--- Input material ---

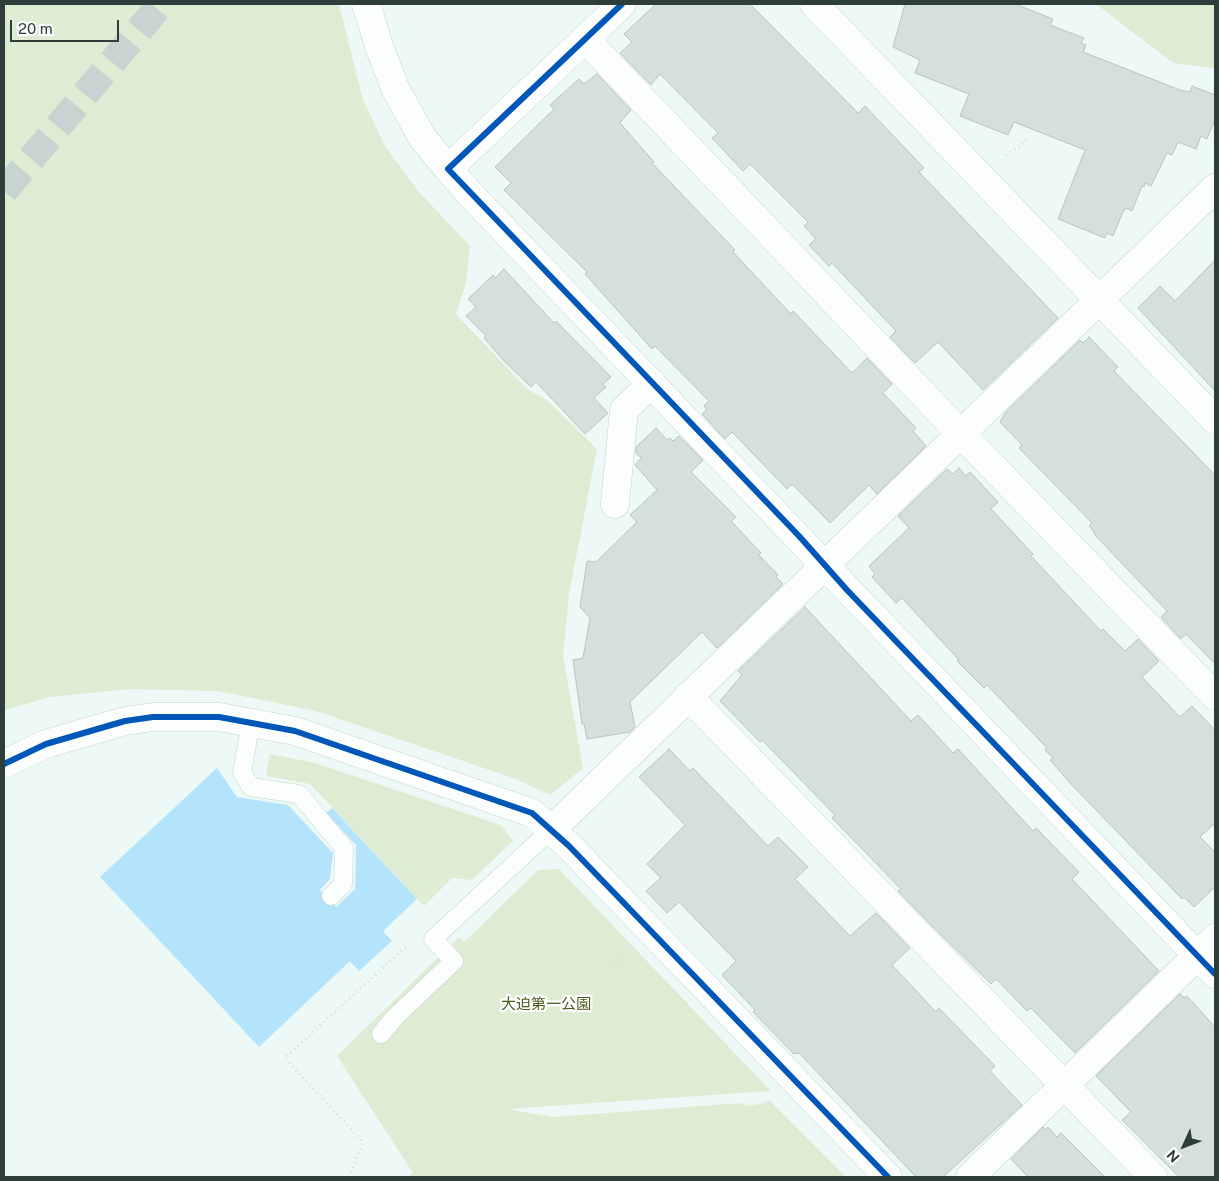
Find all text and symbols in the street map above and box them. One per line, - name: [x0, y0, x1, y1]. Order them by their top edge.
- scale bar: [12, 10, 121, 42]
- text: 20 m: [18, 20, 53, 37]
- park label: 大迫第一公園: [501, 995, 591, 1013]
- north arrow: [1159, 1121, 1209, 1171]
- text: N: [1163, 1147, 1183, 1166]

--- Exercise description ---
Reproduce the listing exactly, minus its pictures.

--- Solution to this task ---
Find all text and symbols in the street map above and box them. One per line, - name: [x0, y0, x1, y1]. Order them by their top edge.
- scale bar: [12, 10, 121, 42]
- text: 20 m: [18, 20, 53, 37]
- park label: 大迫第一公園: [501, 995, 591, 1013]
- north arrow: [1159, 1121, 1209, 1171]
- text: N: [1163, 1147, 1183, 1166]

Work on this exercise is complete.